- [EXERCISE BRIEF] Reproduce exactly the lines from the one containing "Rayito de Luna</div></div>" through the last line of the data, both ends included.

Stored items:
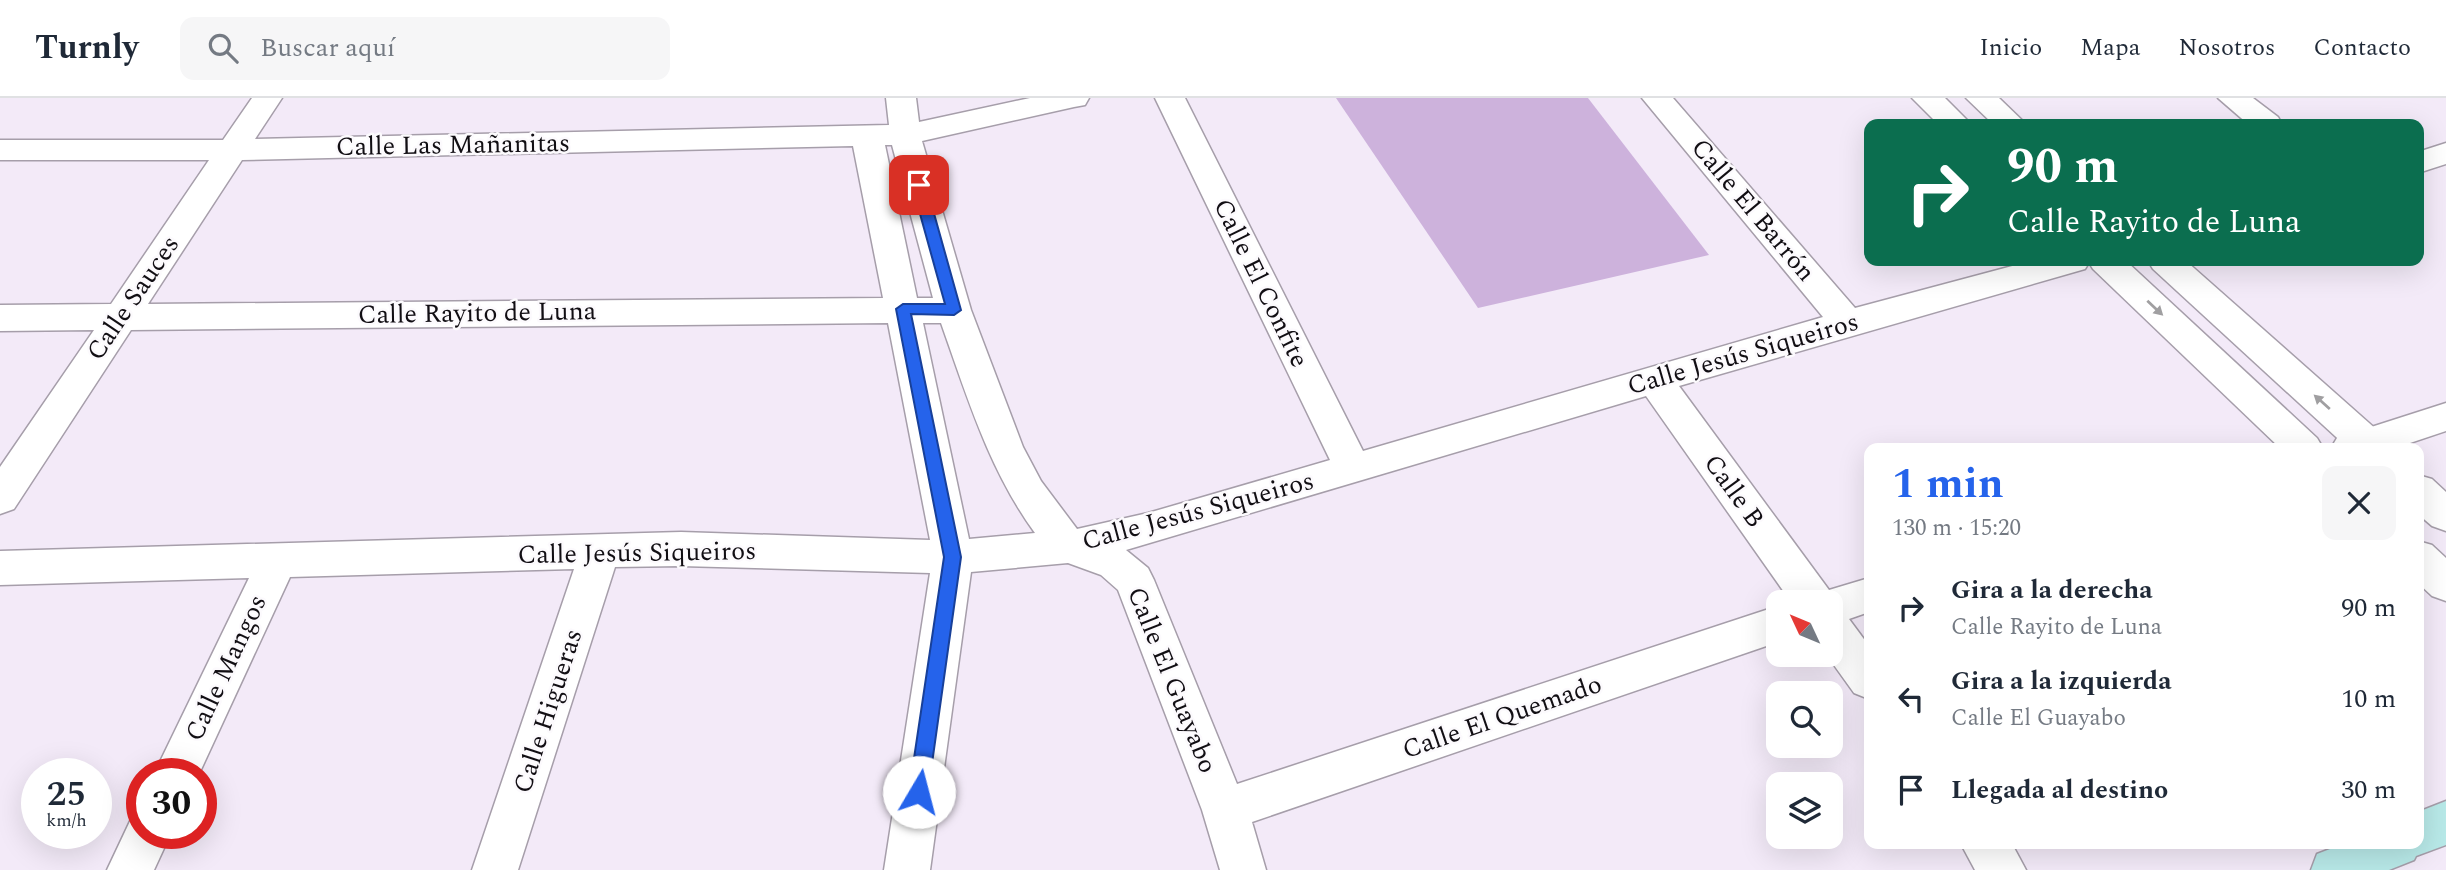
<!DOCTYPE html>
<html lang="es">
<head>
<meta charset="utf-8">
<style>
	:root { --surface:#fff; --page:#f6f6f7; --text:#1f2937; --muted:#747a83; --line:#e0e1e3; --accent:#2563eb }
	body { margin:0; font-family:Spectral,serif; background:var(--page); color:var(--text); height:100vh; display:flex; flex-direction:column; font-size:26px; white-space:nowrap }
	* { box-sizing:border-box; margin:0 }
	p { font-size:23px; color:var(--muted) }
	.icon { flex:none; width:38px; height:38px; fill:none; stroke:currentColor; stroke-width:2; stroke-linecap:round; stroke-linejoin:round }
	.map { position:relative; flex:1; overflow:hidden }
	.drawer { position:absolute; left:1864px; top:345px; width:560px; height:406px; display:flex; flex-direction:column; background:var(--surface); border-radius:14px; box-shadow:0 7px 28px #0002 }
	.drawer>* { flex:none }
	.hud { position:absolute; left:1864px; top:21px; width:560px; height:147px; border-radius:14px; box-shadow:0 7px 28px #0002; background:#0b6e4f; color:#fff; overflow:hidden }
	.needle { width:46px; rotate:314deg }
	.buttons { position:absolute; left:1766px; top:492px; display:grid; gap:14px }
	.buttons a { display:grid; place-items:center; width:77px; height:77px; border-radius:14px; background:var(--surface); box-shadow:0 7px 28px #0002; font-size:35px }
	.speed { position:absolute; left:21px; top:660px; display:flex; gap:14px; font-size:35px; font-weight:700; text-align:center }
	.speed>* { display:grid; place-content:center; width:91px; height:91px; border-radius:50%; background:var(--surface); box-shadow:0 7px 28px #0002; line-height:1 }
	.speed small { font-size:18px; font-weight:400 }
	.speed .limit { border:10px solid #d22; background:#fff; color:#111 }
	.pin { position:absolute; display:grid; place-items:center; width:60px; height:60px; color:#fff; margin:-30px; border-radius:14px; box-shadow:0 4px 10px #0006 }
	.me { position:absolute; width:77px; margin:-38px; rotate:8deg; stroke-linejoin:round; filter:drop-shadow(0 0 5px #0008) }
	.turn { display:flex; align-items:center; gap:24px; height:147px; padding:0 28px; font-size:32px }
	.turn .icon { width:91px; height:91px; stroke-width:2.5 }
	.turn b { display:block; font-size:49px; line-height:60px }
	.round { display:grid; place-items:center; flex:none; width:74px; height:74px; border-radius:14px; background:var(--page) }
	.headline { display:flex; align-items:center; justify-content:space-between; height:119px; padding:0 28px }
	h1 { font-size:42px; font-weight:700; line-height:52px; color:var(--accent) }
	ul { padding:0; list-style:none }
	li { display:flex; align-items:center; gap:21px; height:91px; padding:0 28px }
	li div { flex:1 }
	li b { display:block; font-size:26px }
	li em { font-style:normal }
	header { display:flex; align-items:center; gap:42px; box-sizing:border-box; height:98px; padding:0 35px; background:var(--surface); border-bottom:2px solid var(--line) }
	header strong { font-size:33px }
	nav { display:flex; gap:38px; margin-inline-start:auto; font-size:24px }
	.search { width:490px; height:63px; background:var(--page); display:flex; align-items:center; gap:18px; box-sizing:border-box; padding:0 24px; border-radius:14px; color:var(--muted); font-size:26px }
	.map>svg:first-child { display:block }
	.green { fill:#cdb2dc }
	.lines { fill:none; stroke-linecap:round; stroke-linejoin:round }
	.minor-casing { stroke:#a69eaa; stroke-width:3 }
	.tertiary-casing { stroke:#a69eaa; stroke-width:3 }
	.secondary-casing { stroke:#a69eaa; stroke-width:3 }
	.minor { fill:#fff; fill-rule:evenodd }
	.tertiary { fill:#fff; fill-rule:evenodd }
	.secondary { fill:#b8e9e8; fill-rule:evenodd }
	.oneway { fill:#a09fa1 }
	.route { fill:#2563eb; stroke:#184099; stroke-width:2 }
	.labels { text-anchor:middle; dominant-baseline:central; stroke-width:5; stroke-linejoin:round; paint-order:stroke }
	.street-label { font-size:26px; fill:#110e13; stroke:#fcfafd }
</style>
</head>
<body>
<header>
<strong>Turnly</strong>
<div class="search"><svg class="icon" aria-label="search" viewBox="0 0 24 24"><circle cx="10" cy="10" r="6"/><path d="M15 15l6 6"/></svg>Buscar aquí</div>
<nav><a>Inicio</a><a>Mapa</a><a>Nosotros</a><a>Contacto</a></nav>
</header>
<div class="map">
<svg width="2446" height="772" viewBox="0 0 2446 772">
	<rect width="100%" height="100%" fill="#f3eaf8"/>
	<path class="green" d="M1336 0H1588L1709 157 1478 210Z"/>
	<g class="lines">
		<g class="minor-casing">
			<g id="minor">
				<path d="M252 0H282L255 41 889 27 886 0H916L919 24 1030 0H1089L1085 7 1074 9 922 43 971 212 1023 349 1041 383 1077 431 1148 415 1330 362 1155 0H1185L1363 353 1823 219 1642 0H1673L1855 210 2031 163H2090L2085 171 1679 288 1829 492 1869 480V514L1849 521 1869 548V601L1854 595 1826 556H1830V504H1791L1646 298 1126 452 1148 470 1154 482 1237 686 1778 508V544L1252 724 1266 772H1220L1202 712 1118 492 1101 477 1068 465 971 474 930 772H884L930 475 681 468 615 469 518 772H472L574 471 290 479 199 676H154L249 480 0 487V453L681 434 930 442 888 225 131 232 14 411 0 416V369L94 232 0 233V207L111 206 209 62H0V42H223ZM885 47H892L933 200H917ZM853 48 883 200 148 206 242 62ZM923 225H941C967 298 989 372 1035 435L969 441Z"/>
				<path d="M2218 0H2253L2278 19 2282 26H2248Z"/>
				<path d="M2446 45V66L2418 75V54Z"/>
				<path d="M2446 305V333L2395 350H2331L2337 340Z"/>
				<path d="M142 715V735H171L154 772H107L132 719Z"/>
				<path d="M1961 746H2012L2026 772H1975Z"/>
			</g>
		</g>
		<g class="tertiary-casing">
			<g id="tertiary">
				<path d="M1912 0H1945L1971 26H1938Z"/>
				<path d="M1966 0H1999L2026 26H1993Z"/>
				<path d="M2088 163H2126L2317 340 2323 350H2280L2093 171Z"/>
				<path d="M2148 163H2186L2386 340 2392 350H2348L2153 171Z"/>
				<path d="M2418 377 2432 381 2446 394V433L2432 428 2418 416Z"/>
				<path d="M2418 443 2432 447 2446 460V503L2432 498 2418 485Z"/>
			</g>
		</g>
		<g class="secondary-casing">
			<path id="secondary" d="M2446 703V747L2416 758 2414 762 2389 772H2311L2317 756 2343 746H2418V714Z"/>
		</g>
		<use href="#minor" class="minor"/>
		<use href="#tertiary" class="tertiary"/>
		<use href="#secondary" class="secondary"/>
	</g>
	<defs><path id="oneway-solid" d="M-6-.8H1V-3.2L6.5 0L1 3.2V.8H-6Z" transform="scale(1.75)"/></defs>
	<g class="oneway">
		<use href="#oneway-solid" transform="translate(2155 210) rotate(43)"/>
		<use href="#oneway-solid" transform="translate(2322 304) rotate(-138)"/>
	</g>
	<path class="route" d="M919 83 926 87 961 212 954 217 911 216 961 459 928 694 925 700 919 702 912 700 909 694 944 459 896 211 903 206H945L912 87Z"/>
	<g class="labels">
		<g class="street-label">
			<text transform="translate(453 47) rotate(-1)">Calle Las Mañanitas</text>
			<text transform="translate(1753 112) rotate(50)">Calle El Barrón</text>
			<text transform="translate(1261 185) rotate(64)">Calle El Confite</text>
			<text transform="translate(133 200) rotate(-56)">Calle Sauces</text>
			<text transform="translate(477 215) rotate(-1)">Calle Rayito de Luna</text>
			<text transform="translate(1743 256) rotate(-16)">Calle Jesús Siqueiros</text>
			<text transform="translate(1734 393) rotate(54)">Calle B</text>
			<text transform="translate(1198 413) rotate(-15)">Calle Jesús Siqueiros</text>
			<text transform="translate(637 455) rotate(-1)">Calle Jesús Siqueiros</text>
			<text transform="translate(226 570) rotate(-65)">Calle Mangos</text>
			<text transform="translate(1172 582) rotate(68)">Calle El Guayabo</text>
			<text transform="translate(548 613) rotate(-72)">Calle Higueras</text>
			<text transform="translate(1502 619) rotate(-19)">Calle El Quemado</text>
		</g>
	</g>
</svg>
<div class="buttons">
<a><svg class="needle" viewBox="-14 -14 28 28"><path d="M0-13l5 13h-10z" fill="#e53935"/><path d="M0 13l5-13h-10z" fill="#747a83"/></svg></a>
<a><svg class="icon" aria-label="search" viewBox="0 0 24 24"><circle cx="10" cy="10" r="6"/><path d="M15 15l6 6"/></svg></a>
<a><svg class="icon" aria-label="layers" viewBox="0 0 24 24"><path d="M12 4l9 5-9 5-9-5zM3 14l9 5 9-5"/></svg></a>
</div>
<div class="speed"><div>25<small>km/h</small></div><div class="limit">30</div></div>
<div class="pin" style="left:919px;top:87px;background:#d93025"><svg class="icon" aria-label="arrive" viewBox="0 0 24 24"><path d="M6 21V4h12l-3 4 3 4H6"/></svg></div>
<svg class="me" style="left:919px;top:694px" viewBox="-20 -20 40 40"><circle r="19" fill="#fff"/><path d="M0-13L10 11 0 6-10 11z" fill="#2563eb"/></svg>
<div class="hud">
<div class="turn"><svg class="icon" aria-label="right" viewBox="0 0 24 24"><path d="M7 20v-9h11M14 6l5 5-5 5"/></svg><div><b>90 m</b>Calle Rayito de Luna</div></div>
</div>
<section class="drawer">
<div class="headline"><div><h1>1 min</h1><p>130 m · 15:20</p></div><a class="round"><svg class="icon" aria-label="close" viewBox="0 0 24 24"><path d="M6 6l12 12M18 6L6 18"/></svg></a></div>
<ul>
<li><svg class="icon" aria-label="right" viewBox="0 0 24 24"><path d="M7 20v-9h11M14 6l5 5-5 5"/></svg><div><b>Gira a la derecha</b><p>Calle Rayito de Luna</p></div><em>90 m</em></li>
<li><svg class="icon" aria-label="left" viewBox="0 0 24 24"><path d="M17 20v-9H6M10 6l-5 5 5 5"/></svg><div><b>Gira a la izquierda</b><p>Calle El Guayabo</p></div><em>10 m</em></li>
<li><svg class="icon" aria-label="arrive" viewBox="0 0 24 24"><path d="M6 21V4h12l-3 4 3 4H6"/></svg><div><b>Llegada al destino</b></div><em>30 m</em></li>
</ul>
</section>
</div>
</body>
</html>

- [RESPONSE TO THE EXERCISE]
<div class="turn"><svg class="icon" aria-label="right" viewBox="0 0 24 24"><path d="M7 20v-9h11M14 6l5 5-5 5"/></svg><div><b>90 m</b>Calle Rayito de Luna</div></div>
</div>
<section class="drawer">
<div class="headline"><div><h1>1 min</h1><p>130 m · 15:20</p></div><a class="round"><svg class="icon" aria-label="close" viewBox="0 0 24 24"><path d="M6 6l12 12M18 6L6 18"/></svg></a></div>
<ul>
<li><svg class="icon" aria-label="right" viewBox="0 0 24 24"><path d="M7 20v-9h11M14 6l5 5-5 5"/></svg><div><b>Gira a la derecha</b><p>Calle Rayito de Luna</p></div><em>90 m</em></li>
<li><svg class="icon" aria-label="left" viewBox="0 0 24 24"><path d="M17 20v-9H6M10 6l-5 5 5 5"/></svg><div><b>Gira a la izquierda</b><p>Calle El Guayabo</p></div><em>10 m</em></li>
<li><svg class="icon" aria-label="arrive" viewBox="0 0 24 24"><path d="M6 21V4h12l-3 4 3 4H6"/></svg><div><b>Llegada al destino</b></div><em>30 m</em></li>
</ul>
</section>
</div>
</body>
</html>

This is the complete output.